[Opening SOURCE MATERIAL section]

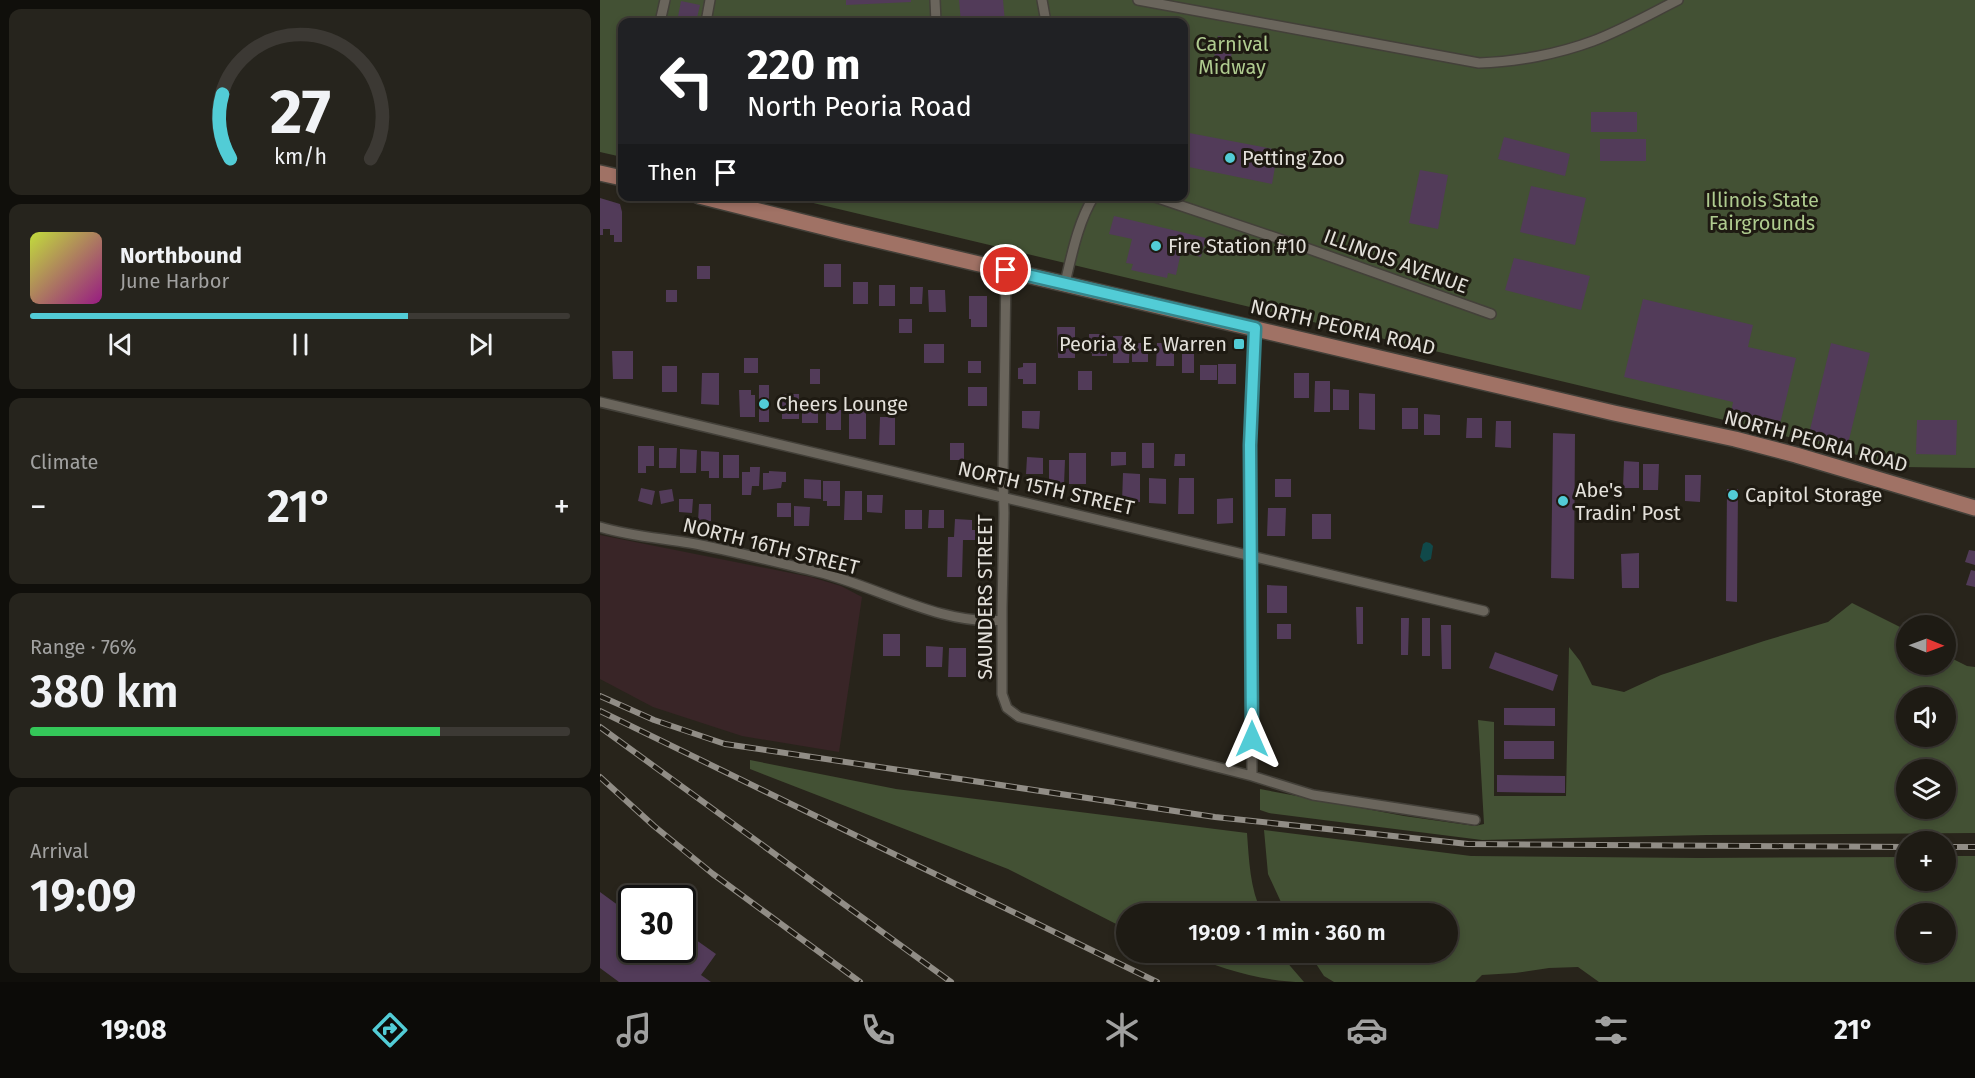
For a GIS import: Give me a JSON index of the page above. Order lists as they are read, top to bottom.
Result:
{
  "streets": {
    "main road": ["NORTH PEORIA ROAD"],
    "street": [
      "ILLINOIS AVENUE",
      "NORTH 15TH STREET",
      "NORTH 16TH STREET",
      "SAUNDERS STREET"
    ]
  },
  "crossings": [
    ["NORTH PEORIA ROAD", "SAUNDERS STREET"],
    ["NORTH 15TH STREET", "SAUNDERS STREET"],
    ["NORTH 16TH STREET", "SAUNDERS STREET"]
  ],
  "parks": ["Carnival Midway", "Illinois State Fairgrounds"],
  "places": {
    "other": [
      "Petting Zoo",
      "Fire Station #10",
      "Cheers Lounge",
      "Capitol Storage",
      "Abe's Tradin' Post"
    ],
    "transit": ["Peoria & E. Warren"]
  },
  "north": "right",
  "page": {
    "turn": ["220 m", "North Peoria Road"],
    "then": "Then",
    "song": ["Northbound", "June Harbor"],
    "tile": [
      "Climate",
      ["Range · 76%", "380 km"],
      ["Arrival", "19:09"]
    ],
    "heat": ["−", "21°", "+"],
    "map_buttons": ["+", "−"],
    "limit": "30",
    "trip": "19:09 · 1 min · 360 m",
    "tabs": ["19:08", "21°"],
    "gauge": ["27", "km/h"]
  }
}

[Closing SOURCE MATERIAL section]

--- PROBLEM TO WORK ON ---
Restate all of the material word for word. Keep out every picture.

--- SOLUTION TO THE EXERCISE ---
For a GIS import: Give me a JSON index of the page above. Order lists as they are read, top to bottom.
Result:
{
  "streets": {
    "main road": ["NORTH PEORIA ROAD"],
    "street": [
      "ILLINOIS AVENUE",
      "NORTH 15TH STREET",
      "NORTH 16TH STREET",
      "SAUNDERS STREET"
    ]
  },
  "crossings": [
    ["NORTH PEORIA ROAD", "SAUNDERS STREET"],
    ["NORTH 15TH STREET", "SAUNDERS STREET"],
    ["NORTH 16TH STREET", "SAUNDERS STREET"]
  ],
  "parks": ["Carnival Midway", "Illinois State Fairgrounds"],
  "places": {
    "other": [
      "Petting Zoo",
      "Fire Station #10",
      "Cheers Lounge",
      "Capitol Storage",
      "Abe's Tradin' Post"
    ],
    "transit": ["Peoria & E. Warren"]
  },
  "north": "right",
  "page": {
    "turn": ["220 m", "North Peoria Road"],
    "then": "Then",
    "song": ["Northbound", "June Harbor"],
    "tile": [
      "Climate",
      ["Range · 76%", "380 km"],
      ["Arrival", "19:09"]
    ],
    "heat": ["−", "21°", "+"],
    "map_buttons": ["+", "−"],
    "limit": "30",
    "trip": "19:09 · 1 min · 360 m",
    "tabs": ["19:08", "21°"],
    "gauge": ["27", "km/h"]
  }
}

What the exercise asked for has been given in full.